▸ **Your assignment**: No pictures should appear in the copy; otherwise retype the entries exactly.

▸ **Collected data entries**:
§
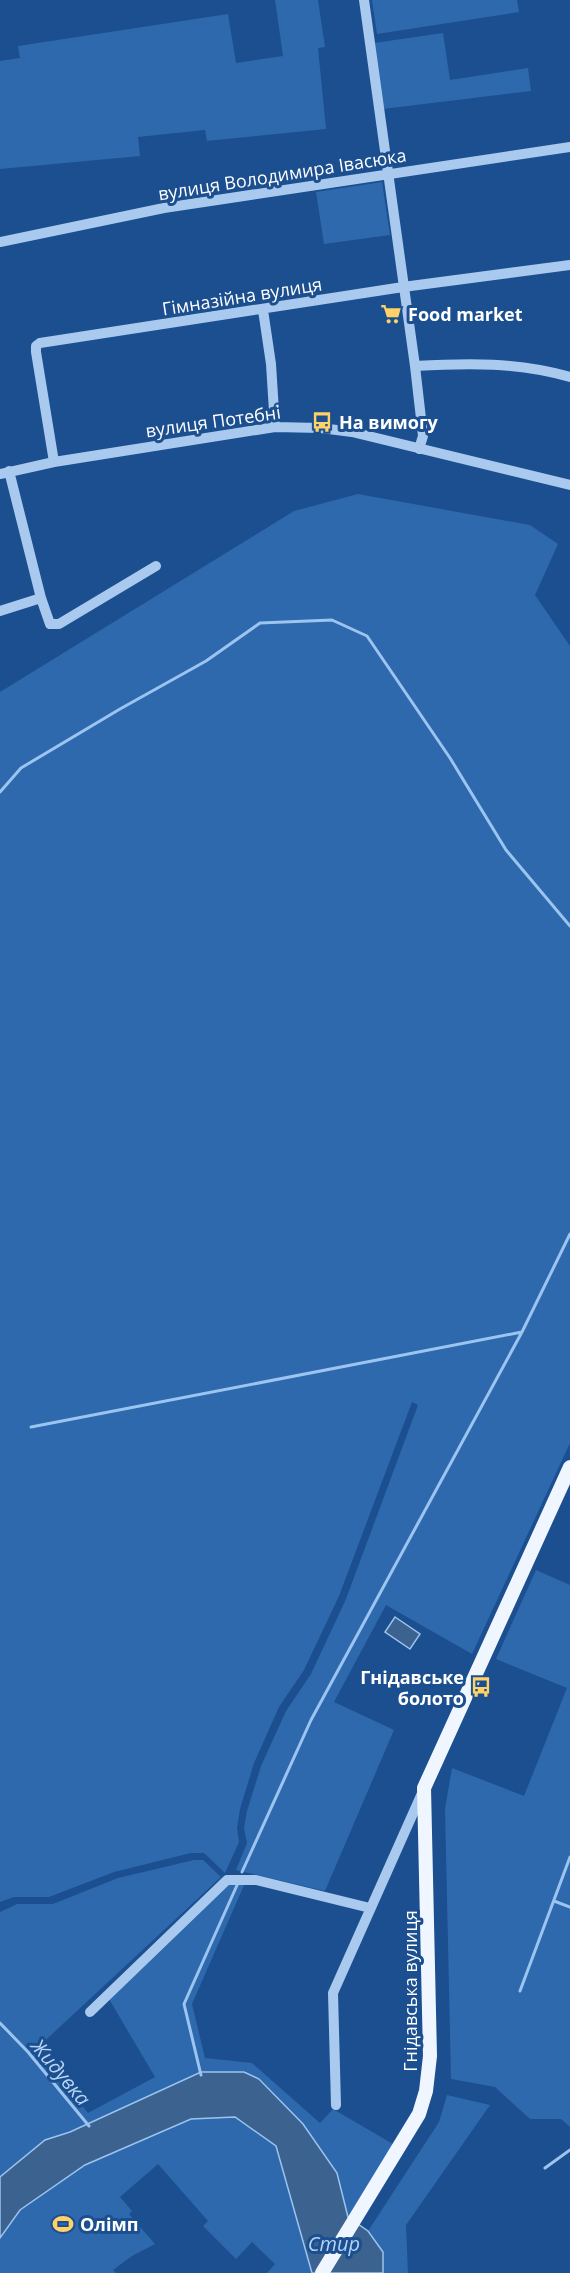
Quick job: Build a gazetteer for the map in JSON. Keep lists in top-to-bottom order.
{
  "streets": {
    "main road": ["Гнідавська вулиця"],
    "street": ["вулиця Володимира Івасюка", "Гімназійна вулиця", "вулиця Потебні"]
  },
  "crossings": [
    ["Гімназійна вулиця", "вулиця Потебні"]
  ],
  "water": ["Жидувка", "Стир"],
  "places": {
    "supermarket": ["Food market"],
    "bus stop": ["На вимогу", "Гнідавське болото"],
    "sports": ["Олімп"]
  }
}
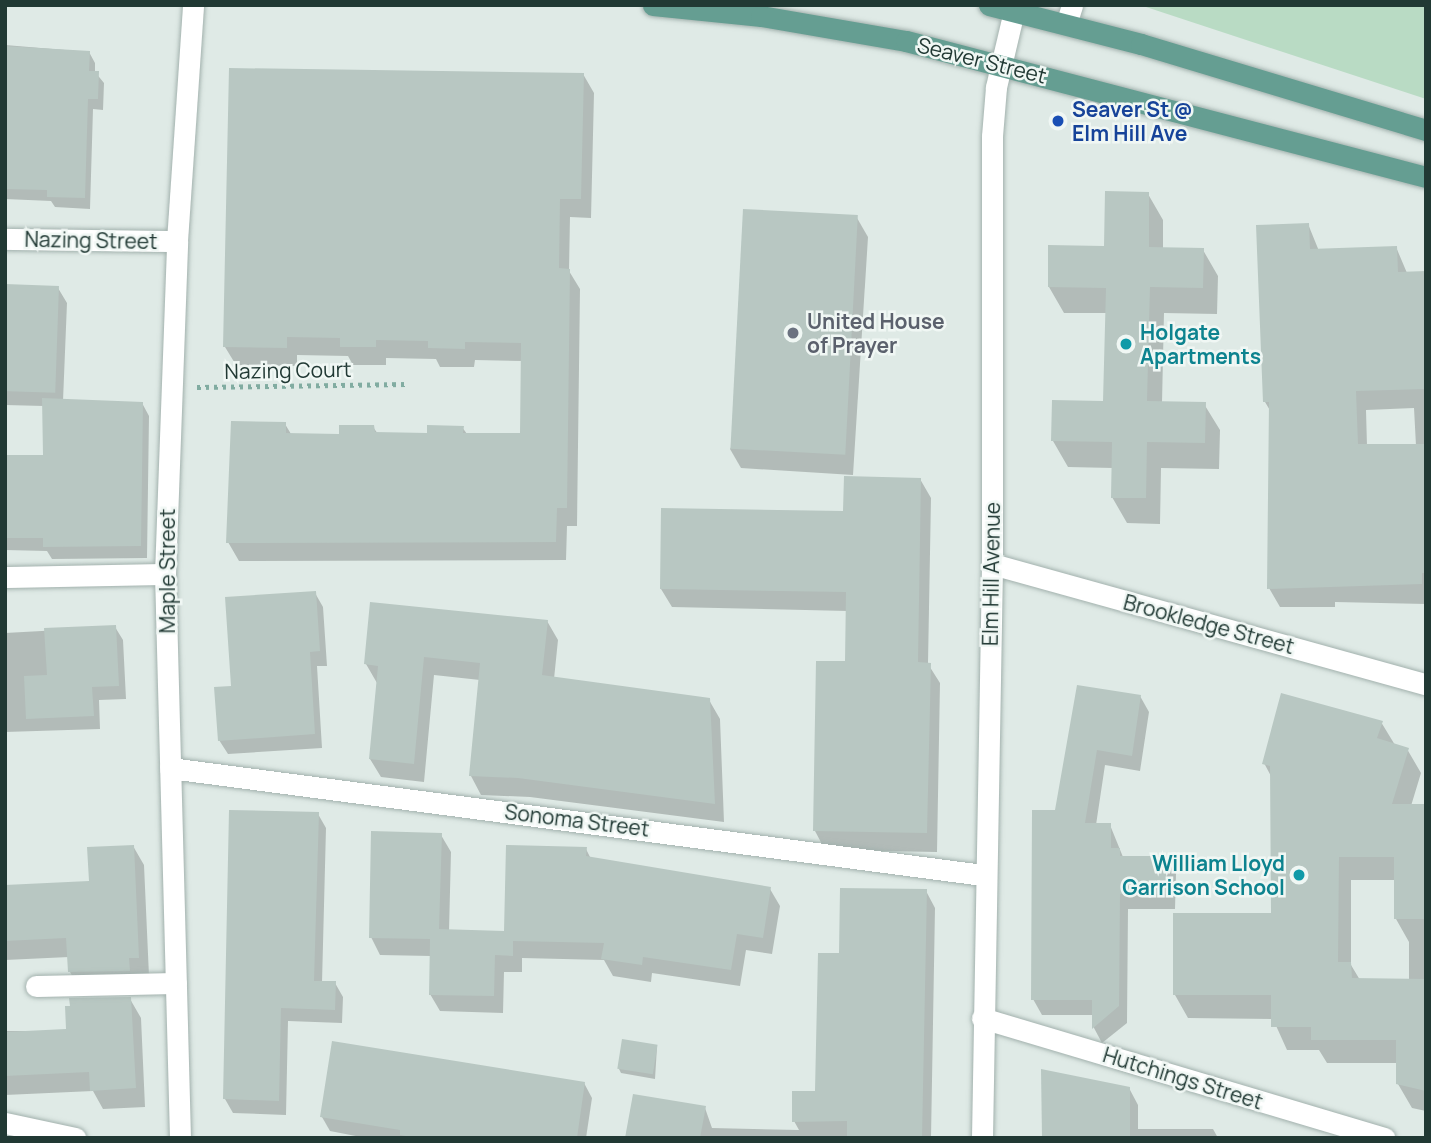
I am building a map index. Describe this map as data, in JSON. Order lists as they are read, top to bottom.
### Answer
{
  "streets": {
    "main road": ["Seaver Street"],
    "street": [
      "Nazing Street",
      "Maple Street",
      "Elm Hill Avenue",
      "Brookledge Street",
      "Sonoma Street",
      "Hutchings Street"
    ],
    "path": ["Nazing Court"]
  },
  "crossings": [
    ["Seaver Street", "Elm Hill Avenue"],
    ["Nazing Street", "Maple Street"],
    ["Nazing Court", "Maple Street"],
    ["Maple Street", "Sonoma Street"],
    ["Elm Hill Avenue", "Brookledge Street"],
    ["Elm Hill Avenue", "Sonoma Street"],
    ["Elm Hill Avenue", "Hutchings Street"]
  ],
  "places": [
    "Seaver St @ Elm Hill Ave",
    "United House of Prayer",
    "Holgate Apartments",
    "William Lloyd Garrison School"
  ]
}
§
▸ **Written solution**:
Quick job: Build a gazetteer for the map in JSON. Keep lists in top-to-bottom order.
{
  "streets": {
    "main road": ["Гнідавська вулиця"],
    "street": ["вулиця Володимира Івасюка", "Гімназійна вулиця", "вулиця Потебні"]
  },
  "crossings": [
    ["Гімназійна вулиця", "вулиця Потебні"]
  ],
  "water": ["Жидувка", "Стир"],
  "places": {
    "supermarket": ["Food market"],
    "bus stop": ["На вимогу", "Гнідавське болото"],
    "sports": ["Олімп"]
  }
}
I am building a map index. Describe this map as data, in JSON. Order lists as they are read, top to bottom.
### Answer
{
  "streets": {
    "main road": ["Seaver Street"],
    "street": [
      "Nazing Street",
      "Maple Street",
      "Elm Hill Avenue",
      "Brookledge Street",
      "Sonoma Street",
      "Hutchings Street"
    ],
    "path": ["Nazing Court"]
  },
  "crossings": [
    ["Seaver Street", "Elm Hill Avenue"],
    ["Nazing Street", "Maple Street"],
    ["Nazing Court", "Maple Street"],
    ["Maple Street", "Sonoma Street"],
    ["Elm Hill Avenue", "Brookledge Street"],
    ["Elm Hill Avenue", "Sonoma Street"],
    ["Elm Hill Avenue", "Hutchings Street"]
  ],
  "places": [
    "Seaver St @ Elm Hill Ave",
    "United House of Prayer",
    "Holgate Apartments",
    "William Lloyd Garrison School"
  ]
}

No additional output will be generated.